At what resolution should I save my photos and graphics?
Resolution should be set to 300 dpi.
Pictures and graphics pulled from the internet are often low resolution, typically 72 dpi or 96 dpi. Avoid these graphics, as they will appear pixilated and blocky when printed.
Also note that you should save all photos in CMYK mode, not RGB mode when possible. Images saved in RGB mode may not print properly. If you are unable to save your image in CYMK mode, please let us know.
What is a proof and why is it important that I look at it?
In printing terms, a proof is a one-off copy of your document after all modifications and printing setup processes have been completed. It is your last and best opportunity to make sure that the print job comes out the way you want. By carefully inspecting the proof, you can help us assure an accurate, flawless delivery of your print job on the first run.
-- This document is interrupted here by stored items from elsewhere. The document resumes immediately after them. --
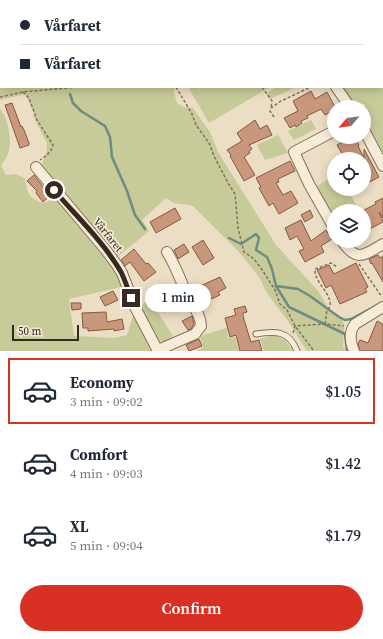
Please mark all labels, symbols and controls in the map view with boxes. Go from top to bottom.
text: Vårfaret [44,15,101,36]
text: Vårfaret [44,53,101,74]
north arrow [327,100,371,144]
map controls [327,100,371,248]
button: locate [327,152,371,196]
route start [45,181,63,199]
button: layers [327,204,371,248]
street label: Vårfaret [90,215,127,256]
callout: 1 min [145,284,211,312]
route end [122,289,140,307]
text: 1 min [161,289,195,306]
scale bar [12,323,79,342]
text: 50 m [18,324,41,339]
text: Economy [70,372,134,393]
icon: car [22,373,58,409]
text: $1.05 [325,381,361,402]
text: 3 min · 09:02 [70,393,143,410]
text: Comfort [70,444,128,465]
icon: car [22,445,58,481]
text: $1.42 [325,453,361,474]
text: 4 min · 09:03 [70,465,143,482]
text: XL [70,516,89,537]
icon: car [22,517,58,553]
text: $1.79 [325,525,361,546]
text: 5 min · 09:04 [70,537,143,554]
button: Confirm [20,585,363,631]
What is the Pantone Matching System?
The Pantone Matching System (PMS) is a color reproduction standard in which colors all across the spectrum are each identified by a unique, independent number. The use of PMS allows us to precisely match colors and maintain color consistency throughout the printing process.
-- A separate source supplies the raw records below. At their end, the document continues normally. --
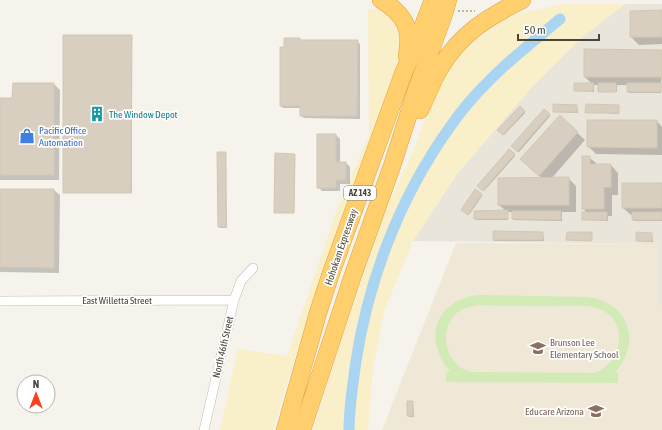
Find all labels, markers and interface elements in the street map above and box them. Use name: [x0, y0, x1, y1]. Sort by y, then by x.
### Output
scale bar: [518, 16, 599, 42]
text: 50 m: [524, 23, 546, 37]
building icon: The Window Depot: [88, 105, 106, 123]
place label: The Window Depot: [109, 109, 178, 120]
place label: Pacific Office Automation: [39, 125, 87, 148]
shop icon: Pacific Office Automation: [18, 127, 36, 145]
road number: AZ 143: [344, 186, 376, 200]
street label: Hohokam Expressway: [323, 207, 359, 287]
street label: East Willetta Street: [82, 295, 152, 306]
street label: North 46th Street: [211, 315, 235, 379]
place label: Brunson Lee Elementary School: [550, 337, 619, 360]
school or university icon: Brunson Lee Elementary School: [529, 339, 547, 357]
north arrow: [16, 374, 56, 414]
text: N: [33, 378, 39, 390]
school or university icon: Educare Arizona: [587, 402, 605, 420]
place label: Educare Arizona: [525, 406, 584, 417]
Why do the printed colors look different from the colors on my screen?
In short, printers and monitors produce colors in different ways.
Monitors use the RGB (red, green, blue) color model, which usually supports a wider spectrum of colors. Printers use the CMYK (cyan, magenta, yellow, black) color model, which can reproduce most—but not all—of the colors in the RGB color model. Depending on the equipment used, CMYK generally matches 85–90% of the colors in the RGB model.
When a color is selected from the RGB model that is out of the range of the CMYK model, the application chooses what it thinks is the closest color that will match. Programs like Adobe Photoshop will allow you to choose which color will be replaced. Others may not.
Is white considered a printing color?
Not typically. Because white is the default color of paper, it is simply recognized as the absence of any ink. However, when using colored paper, white ink may be used if any text or graphic requires it.
What file format should I use when submitting my electronic document for printing?
PDF (Portable Document Format) is the most common and preferred file format for submitting digital documents. Be sure to select the "Press Ready" or "High Quality Print" options.
Once I submit the documents, how long will it take to finish my job?
Simple jobs are often completed in a matter of hours. Some jobs, however, may take several days to several weeks to complete depending on their complexity and size. We always strive to provide an accurate estimate of the turnaround time for each job we do. And we’ll always work with you to find ways to complete your project when you need it.
What is variable data printing?
Variable data printing is technology for printing documents so that each piece is personalized to the specific recipient. At the most basic level, this means personalizing a name and address. But for real impact, many projects include unique graphics and content that speaks directly to the recipient.
What do I need to provide for variable data projects?
We work with many types of data files, but CSV files are the safest bet. These are data files that have commas separating each field, and returns separating each line of data. To save time and hassle, make sure your data is properly formatted with each piece of data in separate fields.
Complex projects may require other files, like image files or additional data files. If you are unsure of what may be required for a particular variable project, give us a call for a free consultation.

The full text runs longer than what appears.